# Given data
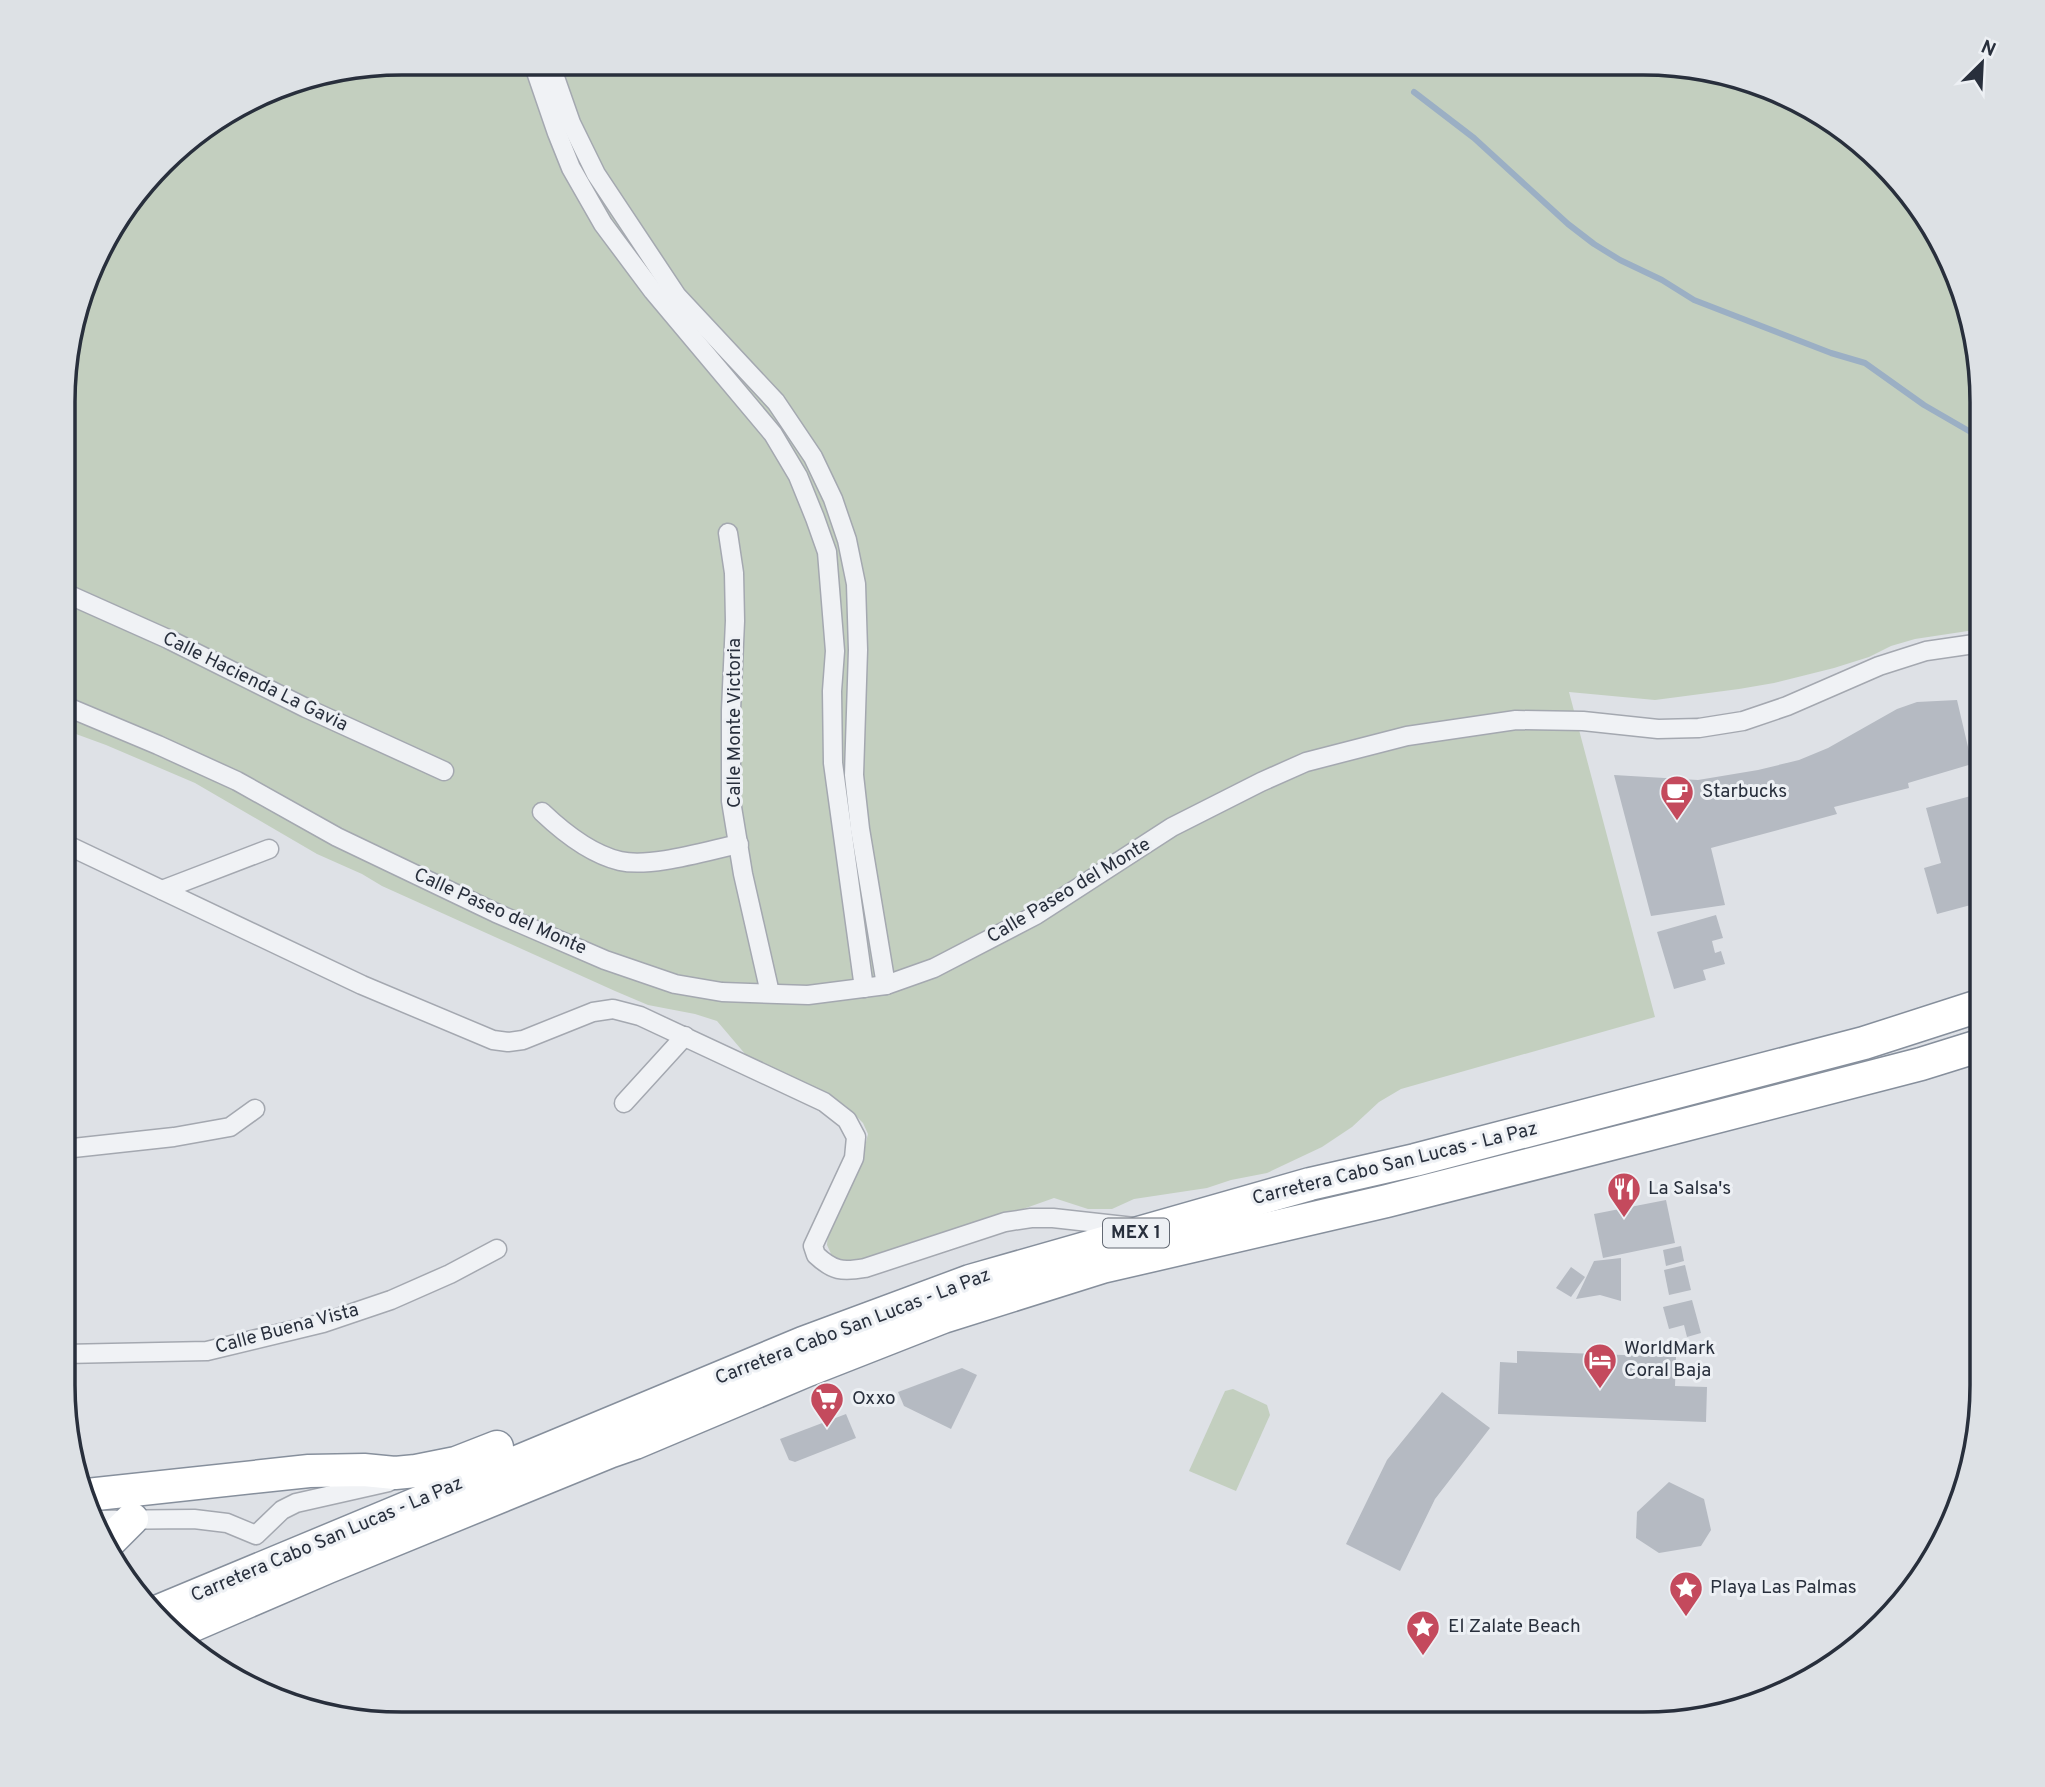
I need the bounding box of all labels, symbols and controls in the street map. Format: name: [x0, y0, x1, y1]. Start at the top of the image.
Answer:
north arrow: [1947, 28, 2017, 98]
text: N: [1977, 36, 1999, 63]
street label: Calle Hacienda La Gavia: [158, 627, 352, 737]
street label: Calle Monte Victoria: [723, 638, 747, 808]
cafe icon: Starbucks: [1658, 773, 1696, 822]
place label: Starbucks: [1702, 780, 1787, 804]
street label: Calle Paseo del Monte: [983, 833, 1155, 949]
street label: Calle Paseo del Monte: [410, 863, 590, 961]
street label: Carretera Cabo San Lucas - La Paz: [1250, 1117, 1540, 1211]
restaurant icon: La Salsa's: [1605, 1170, 1643, 1219]
place label: La Salsa's: [1648, 1177, 1731, 1201]
road number: MEX 1: [1103, 1218, 1169, 1248]
street label: Carretera Cabo San Lucas - La Paz: [712, 1263, 994, 1391]
street label: Calle Buena Vista: [212, 1298, 362, 1360]
place label: WorldMark Coral Baja: [1624, 1337, 1715, 1383]
hotel icon: WorldMark Coral Baja: [1581, 1341, 1619, 1390]
supermarket icon: Oxxo: [808, 1380, 846, 1429]
place label: Oxxo: [852, 1387, 896, 1411]
street label: Carretera Cabo San Lucas - La Paz: [187, 1472, 467, 1608]
place icon: Playa Las Palmas: [1667, 1569, 1705, 1618]
place label: Playa Las Palmas: [1710, 1576, 1857, 1600]
place icon: El Zalate Beach: [1404, 1608, 1442, 1657]
place label: El Zalate Beach: [1448, 1615, 1581, 1639]

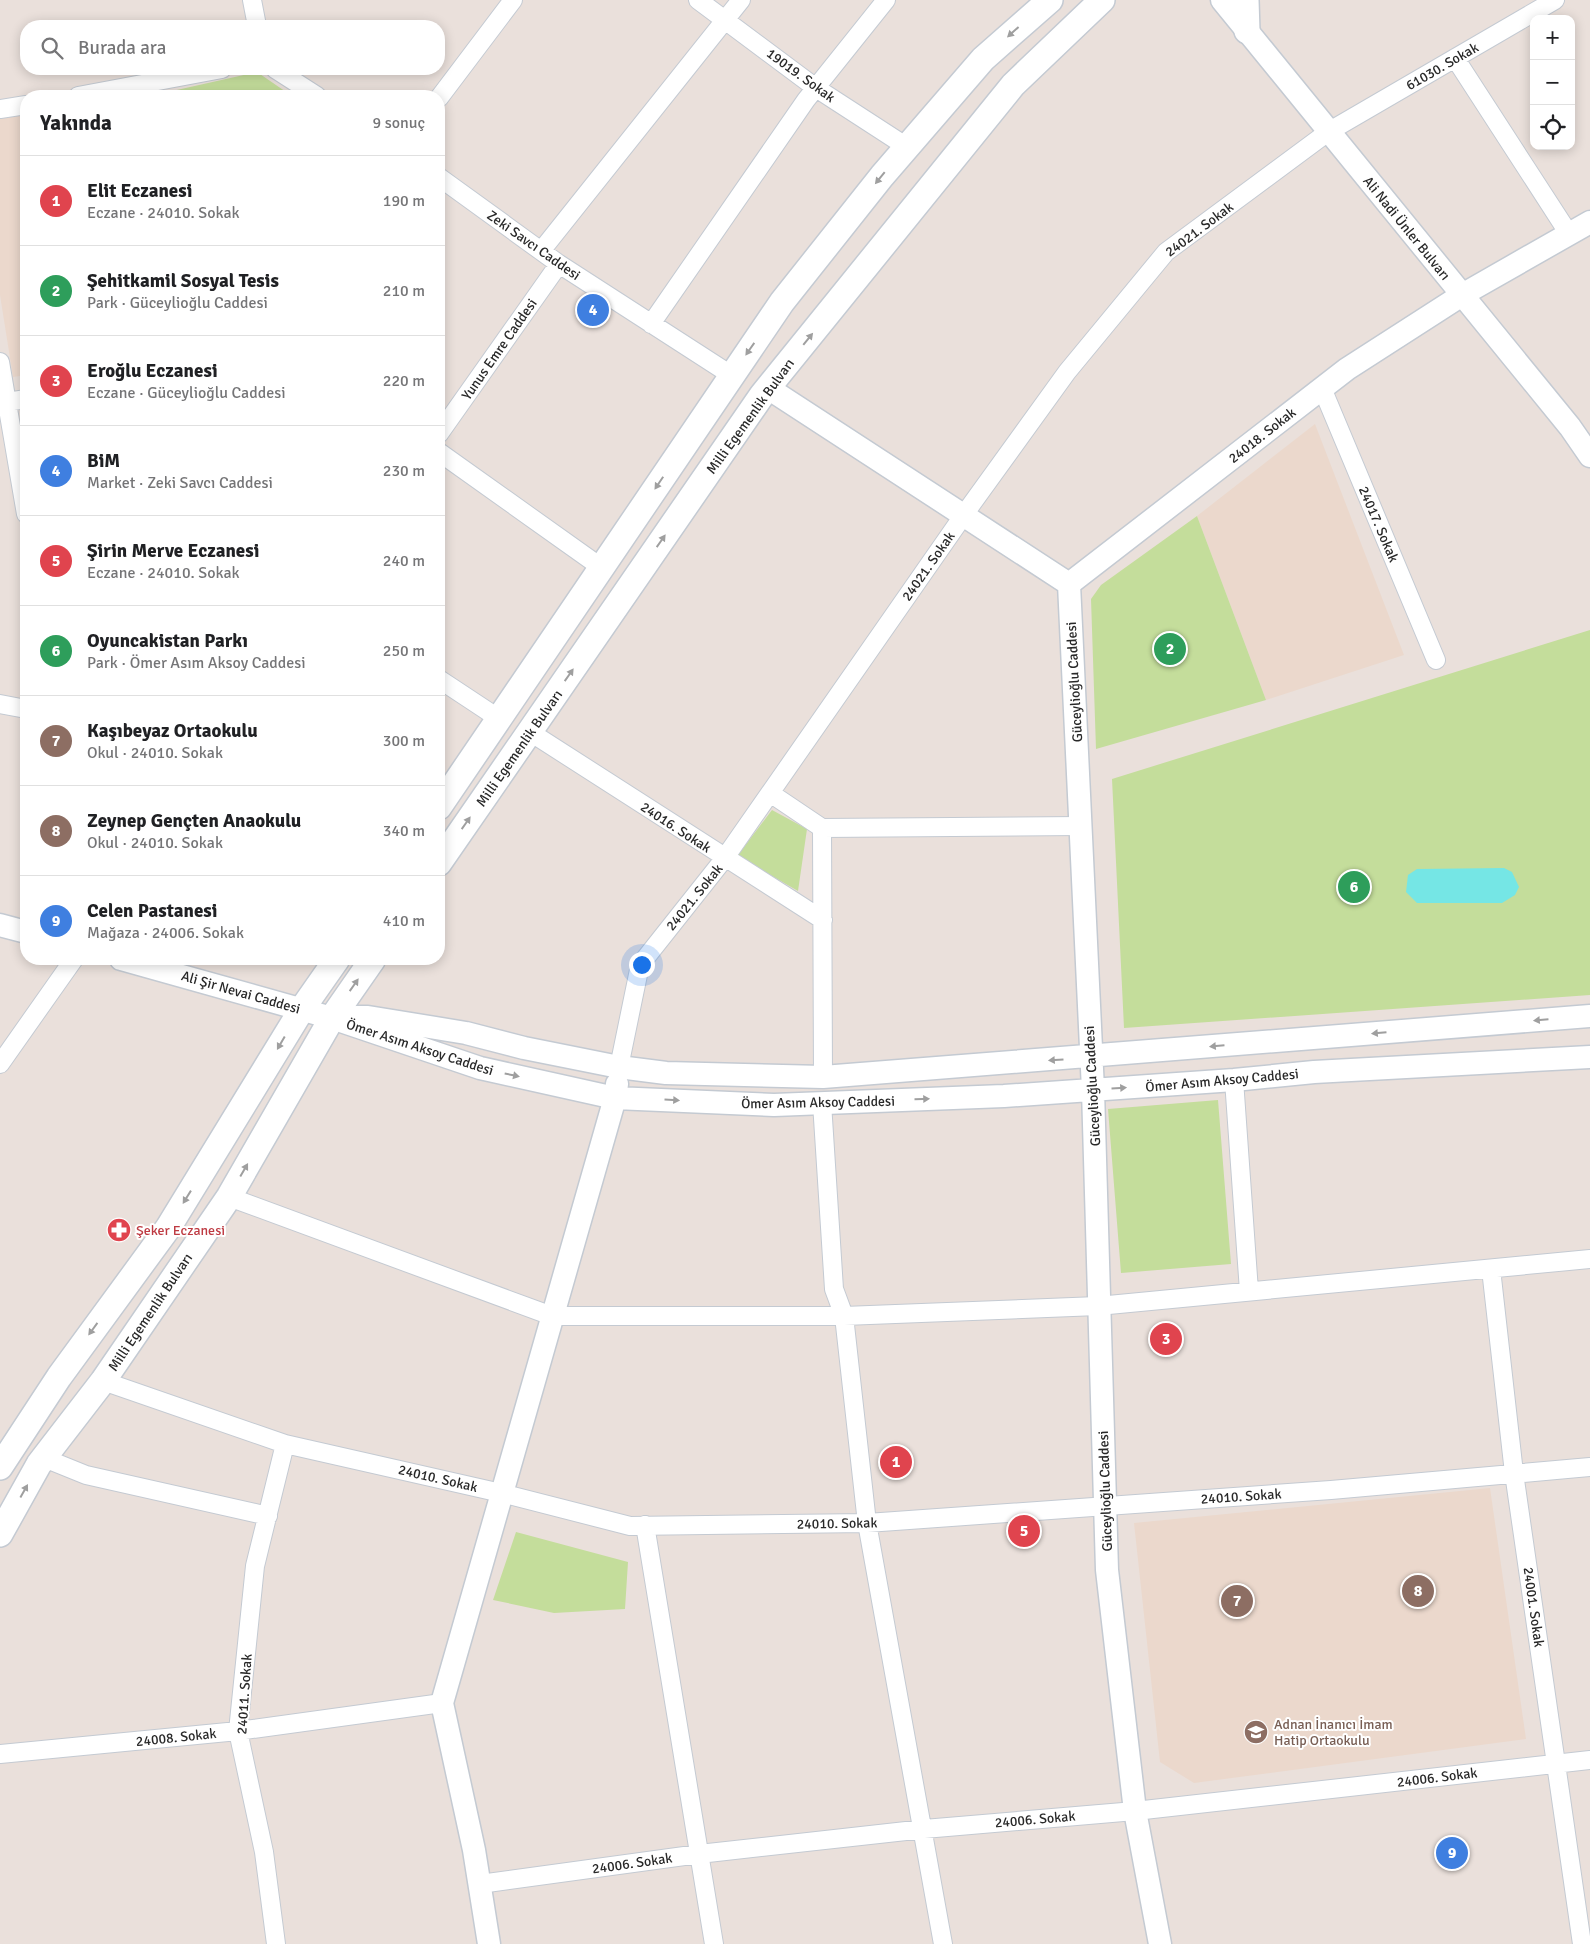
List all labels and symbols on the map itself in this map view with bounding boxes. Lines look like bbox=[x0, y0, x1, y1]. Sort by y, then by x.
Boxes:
one-way arrow bbox=[1007, 27, 1020, 38]
street label: 61030. Sokak bbox=[1403, 39, 1481, 94]
street label: 19019. Sokak bbox=[763, 45, 838, 106]
one-way arrow bbox=[875, 171, 886, 184]
street label: Ali Nadi Ünler Bulvarı bbox=[1359, 173, 1454, 284]
street label: 24021. Sokak bbox=[1162, 198, 1237, 260]
street label: Zeki Savcı Caddesi bbox=[484, 207, 584, 284]
pin: 4 bbox=[577, 291, 609, 329]
street label: Yunus Emre Caddesi bbox=[458, 295, 541, 403]
one-way arrow bbox=[802, 333, 813, 346]
one-way arrow bbox=[745, 342, 755, 355]
street label: Milli Egemenlik Bulvarı bbox=[703, 355, 798, 477]
street label: 24018. Sokak bbox=[1225, 404, 1299, 467]
one-way arrow bbox=[654, 477, 663, 490]
street label: 24017. Sokak bbox=[1355, 484, 1402, 565]
street label: 24021. Sokak bbox=[898, 528, 959, 604]
one-way arrow bbox=[656, 534, 666, 548]
street label: Güceylioğlu Caddesi bbox=[1063, 621, 1086, 743]
pin: 2 bbox=[1154, 630, 1186, 668]
one-way arrow bbox=[564, 668, 574, 682]
street label: Milli Egemenlik Bulvarı bbox=[473, 687, 566, 810]
street label: 24016. Sokak bbox=[637, 798, 714, 857]
one-way arrow bbox=[461, 816, 471, 830]
street label: 24021. Sokak bbox=[662, 861, 726, 934]
pin: 6 bbox=[1338, 868, 1370, 906]
your location bbox=[629, 952, 655, 978]
street label: Ali Şir Nevai Caddesi bbox=[179, 967, 302, 1018]
one-way arrow bbox=[349, 979, 359, 992]
street label: Ömer Asım Aksoy Caddesi bbox=[344, 1016, 496, 1079]
one-way arrow bbox=[1533, 1016, 1549, 1024]
street label: Güceylioğlu Caddesi bbox=[1081, 1025, 1104, 1147]
one-way arrow bbox=[1371, 1029, 1387, 1037]
one-way arrow bbox=[277, 1037, 286, 1050]
one-way arrow bbox=[1209, 1043, 1225, 1051]
one-way arrow bbox=[1047, 1056, 1063, 1064]
street label: Ömer Asım Aksoy Caddesi bbox=[1145, 1065, 1299, 1096]
one-way arrow bbox=[504, 1071, 519, 1079]
one-way arrow bbox=[1111, 1084, 1127, 1092]
street label: Ömer Asım Aksoy Caddesi bbox=[741, 1093, 895, 1112]
one-way arrow bbox=[914, 1095, 930, 1103]
one-way arrow bbox=[664, 1097, 680, 1105]
one-way arrow bbox=[240, 1163, 249, 1176]
one-way arrow bbox=[183, 1190, 192, 1203]
pharmacy icon: Şeker Eczanesi bbox=[106, 1217, 132, 1243]
place label: Şeker Eczanesi bbox=[136, 1222, 225, 1239]
street label: Milli Egemenlik Bulvarı bbox=[105, 1250, 196, 1374]
pin: 3 bbox=[1150, 1320, 1182, 1358]
one-way arrow bbox=[88, 1322, 99, 1335]
street label: Güceylioğlu Caddesi bbox=[1095, 1430, 1116, 1552]
pin: 1 bbox=[880, 1443, 912, 1481]
street label: 24010. Sokak bbox=[397, 1461, 479, 1496]
one-way arrow bbox=[20, 1484, 28, 1498]
street label: 24010. Sokak bbox=[1200, 1485, 1282, 1508]
pin: 5 bbox=[1008, 1512, 1040, 1550]
street label: 24010. Sokak bbox=[796, 1514, 878, 1533]
street label: 24001. Sokak bbox=[1519, 1566, 1548, 1648]
pin: 8 bbox=[1402, 1572, 1434, 1610]
pin: 7 bbox=[1221, 1582, 1253, 1620]
street label: 24011. Sokak bbox=[233, 1653, 256, 1735]
place label: Adnan İnanıcı İmam Hatip Ortaokulu bbox=[1274, 1716, 1393, 1749]
school or university icon: Adnan İnanıcı İmam Hatip Ortaokulu bbox=[1243, 1719, 1269, 1745]
street label: 24008. Sokak bbox=[135, 1725, 217, 1750]
street label: 24006. Sokak bbox=[1396, 1764, 1478, 1791]
street label: 24006. Sokak bbox=[994, 1808, 1076, 1831]
pin: 9 bbox=[1436, 1834, 1468, 1872]
street label: 24006. Sokak bbox=[591, 1849, 673, 1878]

# Work instructions
Looking at the records above, work out how many lines contain "Güceylioğlu". Give the number only.

# Solved problem
3